Quora is looking for a Senior Software Engineer to work on the company-wide Machine Learning Platform. You will be part of a small team solving technical problems at the intersection of Machine Learning, Distributed Systems, and High Performance Computing. This remote role focuses primarily on ML infrastructure (80%), with some involvement in model deployment (20%).
What You'll Do
- Design, develop, and maintain the core infrastructure that powers Quora's machine learning platform, ensuring high availability, scalability, and performance.
- Build scalable and reliable distributed systems for serving machine learning models.

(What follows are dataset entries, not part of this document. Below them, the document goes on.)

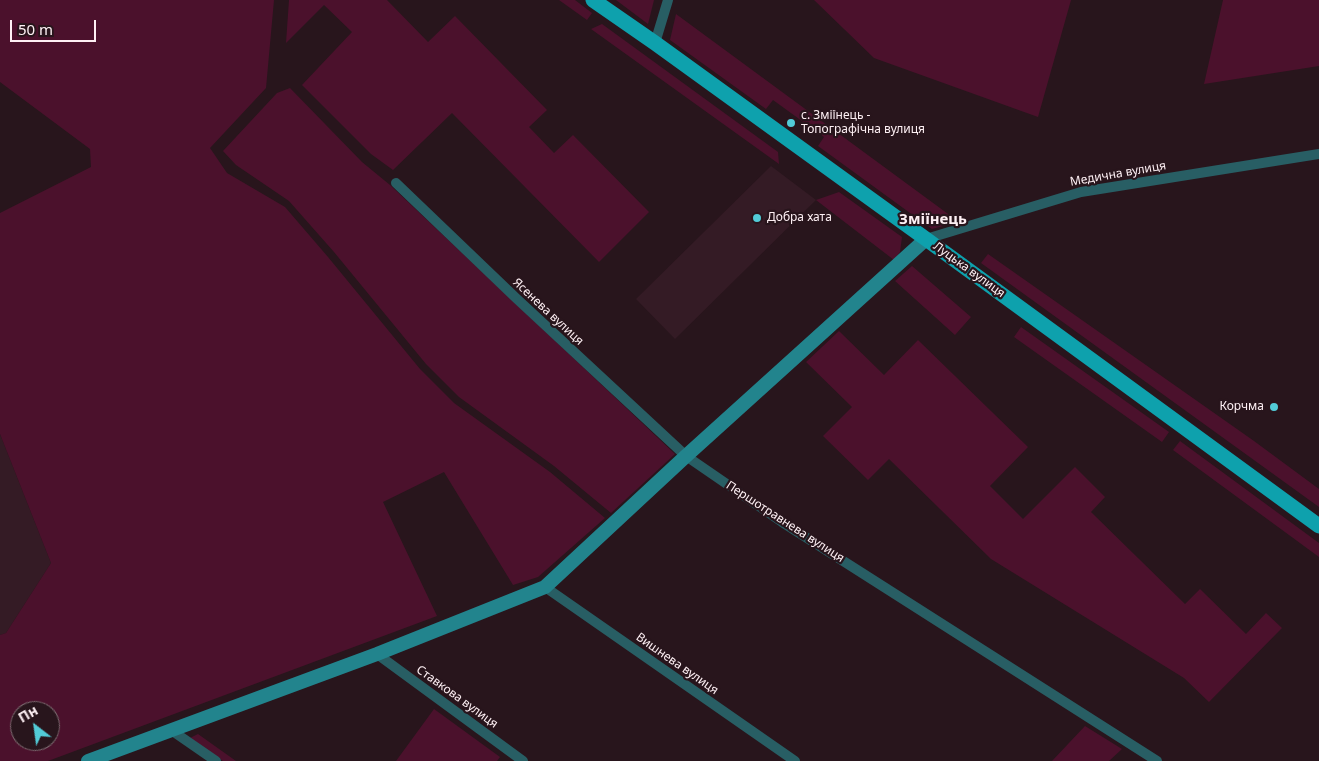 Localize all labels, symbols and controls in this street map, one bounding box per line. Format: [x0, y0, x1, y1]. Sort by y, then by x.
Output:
scale bar [12, 10, 99, 42]
text: 50 m [18, 19, 53, 39]
place label: с. Зміїнець - Топографічна вулиця [801, 109, 925, 137]
marker: с. Зміїнець - Топографічна вулиця [785, 117, 797, 129]
street label: Медична вулиця [1069, 158, 1167, 190]
place label: Добра хата [767, 211, 832, 225]
district label: Зміїнець [899, 211, 967, 229]
marker: Добра хата [751, 212, 763, 224]
street label: Луцька вулиця [930, 239, 1008, 301]
street label: Ясенева вулиця [510, 276, 586, 348]
place label: Корчма [1219, 400, 1264, 414]
marker: Корчма [1268, 401, 1280, 413]
street label: Першотравнева вулиця [723, 478, 847, 566]
street label: Вишнева вулиця [633, 630, 721, 698]
street label: Ставкова вулиця [413, 663, 501, 731]
text: Пн [14, 700, 41, 727]
north arrow [10, 701, 60, 751]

- Optimize infrastructure performance across the ML platform, identifying and resolving bottlenecks to meet the demands of large-scale machine learning workloads.
- Collaborate with machine learning engineers to understand their infrastructure needs and provide solutions that enable them to build and deploy models efficiently.
- Contribute to the design and implementation of our next-generation machine learning infrastructure, focusing on scalability, reliability, and cost-effectiveness.
- Develop services on top of open source technologies like Kubernetes, Tensorflow, and PyTorch.
- Own business-critical infrastructure, help resolve production issues, and participate in the team-wide on-call rotation.
- Collaborate with ML engineers who use the platform, and help them be more impactful.
What We're Looking For
- Availability for meetings and impromptu communication during Quora's 'coordination hours' (Mon-Fri: 9am-3pm Pacific Time).
- Experience with building and owning end-to-end machine learning or data science-related systems.
- Experience instrumenting ML workloads for performance monitoring and efficiency.
- Experience with high performance, large scaled distributed systems.
- 4+ years of industry experience in Machine Learning, Infrastructure or related fields.
- 4+ years of experience writing production code in Python, C++, or a similar language.
- BS or MS in Computer Science, Engineering or a related technical field.
Nice to Have
- Strong communication and inter-personal skills; experience working with ML teams is a plus.
- Experience working with Kubernetes, Docker, Terraform, or other forms of containerized infrastructure.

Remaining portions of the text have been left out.